Take the 2-minute tour ×
MathOverflow is a question and answer site for professional mathematicians. It's 100% free, no registration required.

My question is: How do I find sharp upper bounds on $P(|q|\leq \epsilon)$ uniformly over a set of gaussian polynomes $q$ of degree two.

Notations and definitions (to make the question rigorous)

  • Let me define $\mathcal{X}_{2}^*$ as the set of real random variables $q$ that can be written $$q=c+\sum_{i\geq 1}\beta_i (\xi_i^2-1)+\alpha_i\xi_i$$ with $c\in \mathbb{R}$, $\beta=(\beta_i)_i\in l_2(\mathbb{N})$, $\alpha=(\alpha_i)_i\in l^2(\mathbb{N})$ and $(\xi_i)_{i\in \mathbb{N}}$ a sequence of iid gaussian random variables with mean $0$ and variance $1$. This set is also known as gaussian polynomial of degree two (see for example the book of Bogachev 1998).

  • Let $q\in \mathcal{X}_2^*$ given by $q=c+\sum_{i\geq 0}\alpha_i\xi_i+\sum_{i}\beta_i(\xi_i^2-1)$, I use the notation $$n_2(q)=\max_i |\beta_i|, \;\; \sigma(q)=\left (\sum_{i\geq 0}2\beta_i^2+\alpha_i^2\right )^{1/2}$$.

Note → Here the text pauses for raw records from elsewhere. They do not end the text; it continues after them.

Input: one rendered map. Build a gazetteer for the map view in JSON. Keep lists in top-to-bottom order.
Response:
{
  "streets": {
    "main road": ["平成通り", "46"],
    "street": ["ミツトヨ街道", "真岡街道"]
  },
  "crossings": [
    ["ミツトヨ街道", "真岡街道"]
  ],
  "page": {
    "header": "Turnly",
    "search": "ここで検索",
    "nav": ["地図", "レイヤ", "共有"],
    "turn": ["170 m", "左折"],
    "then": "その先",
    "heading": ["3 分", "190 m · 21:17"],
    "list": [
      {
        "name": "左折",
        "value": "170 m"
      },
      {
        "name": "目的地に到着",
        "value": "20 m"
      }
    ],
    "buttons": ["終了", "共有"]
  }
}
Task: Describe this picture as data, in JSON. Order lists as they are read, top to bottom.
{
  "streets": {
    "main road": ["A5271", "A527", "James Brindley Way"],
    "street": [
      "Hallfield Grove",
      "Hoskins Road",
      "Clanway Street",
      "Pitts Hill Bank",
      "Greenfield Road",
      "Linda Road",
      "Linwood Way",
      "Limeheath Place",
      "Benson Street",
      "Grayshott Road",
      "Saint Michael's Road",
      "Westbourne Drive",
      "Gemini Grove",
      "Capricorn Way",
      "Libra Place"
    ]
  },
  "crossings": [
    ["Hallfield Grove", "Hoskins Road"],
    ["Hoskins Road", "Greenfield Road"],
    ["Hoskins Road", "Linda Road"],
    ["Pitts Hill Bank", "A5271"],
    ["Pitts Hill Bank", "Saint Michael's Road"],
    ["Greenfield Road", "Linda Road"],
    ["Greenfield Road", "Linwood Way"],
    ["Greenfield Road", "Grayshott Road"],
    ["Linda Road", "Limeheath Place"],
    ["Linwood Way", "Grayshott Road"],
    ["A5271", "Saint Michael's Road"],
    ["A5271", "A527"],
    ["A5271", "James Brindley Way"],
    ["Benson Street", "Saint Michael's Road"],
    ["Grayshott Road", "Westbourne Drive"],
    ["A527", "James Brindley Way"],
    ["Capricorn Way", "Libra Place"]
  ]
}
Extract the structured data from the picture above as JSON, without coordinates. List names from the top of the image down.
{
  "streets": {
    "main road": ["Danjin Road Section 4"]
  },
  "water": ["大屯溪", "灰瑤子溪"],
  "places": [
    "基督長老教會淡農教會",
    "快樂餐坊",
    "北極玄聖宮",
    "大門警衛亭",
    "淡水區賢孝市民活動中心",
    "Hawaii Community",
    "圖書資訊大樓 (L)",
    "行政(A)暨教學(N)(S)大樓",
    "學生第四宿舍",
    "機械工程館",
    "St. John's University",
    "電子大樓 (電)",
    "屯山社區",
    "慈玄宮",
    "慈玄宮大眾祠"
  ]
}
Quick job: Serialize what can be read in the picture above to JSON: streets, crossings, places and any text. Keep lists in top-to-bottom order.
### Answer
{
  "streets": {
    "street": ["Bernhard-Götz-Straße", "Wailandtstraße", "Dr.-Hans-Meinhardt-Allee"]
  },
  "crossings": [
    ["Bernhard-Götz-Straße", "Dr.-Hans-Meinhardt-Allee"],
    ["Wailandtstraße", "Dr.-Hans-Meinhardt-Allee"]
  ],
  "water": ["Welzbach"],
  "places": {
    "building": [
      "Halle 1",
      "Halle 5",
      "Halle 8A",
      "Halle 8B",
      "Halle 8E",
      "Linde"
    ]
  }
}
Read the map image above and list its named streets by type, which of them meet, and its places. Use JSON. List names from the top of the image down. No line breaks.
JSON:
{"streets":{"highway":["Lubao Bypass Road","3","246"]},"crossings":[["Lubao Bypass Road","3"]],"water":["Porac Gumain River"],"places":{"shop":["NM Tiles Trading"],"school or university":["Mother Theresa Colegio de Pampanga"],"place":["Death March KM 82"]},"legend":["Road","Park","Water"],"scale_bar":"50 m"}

  • I propose to use the following sets of polynomes: $$ \Gamma_{2}(c)= ( q\in \mathcal{X}_{2}^*\;:\sigma(q)\geq c),\; \Gamma_{\infty}(c)=(q\in \mathcal{X}_{2}^*\;:n_2(q)\geq c) $$ and $$ \Gamma_{1}(c)=(q\in \mathcal{X}_{2}^*\;:|\mathbb{E}(q)|\geq c). $$


Motivation for this problem

It is worth noticing that this problem appears when one wants to check the so called Noise condition in an infinite dimensional gaussian classification problem.... Anyway, I called it small crown, even if it is not always a crown ... should be easy for expert of "small ball probabilities" ?


What I have so far

  1. There exists $C(c_0)>0$ such that $\forall \epsilon>0\; \sup_{q\in \Gamma_1(c_0)} P(|q|\leq \epsilon)\leq C(c_0)\epsilon^{2/7}$
  2. There exists $C'(c_0)>0$ such that $\forall \epsilon>0$ $\sup_{q\in \Gamma_2(c_0)} P(|q|\leq \epsilon)\leq C'(c_0)\epsilon^{1/3}$.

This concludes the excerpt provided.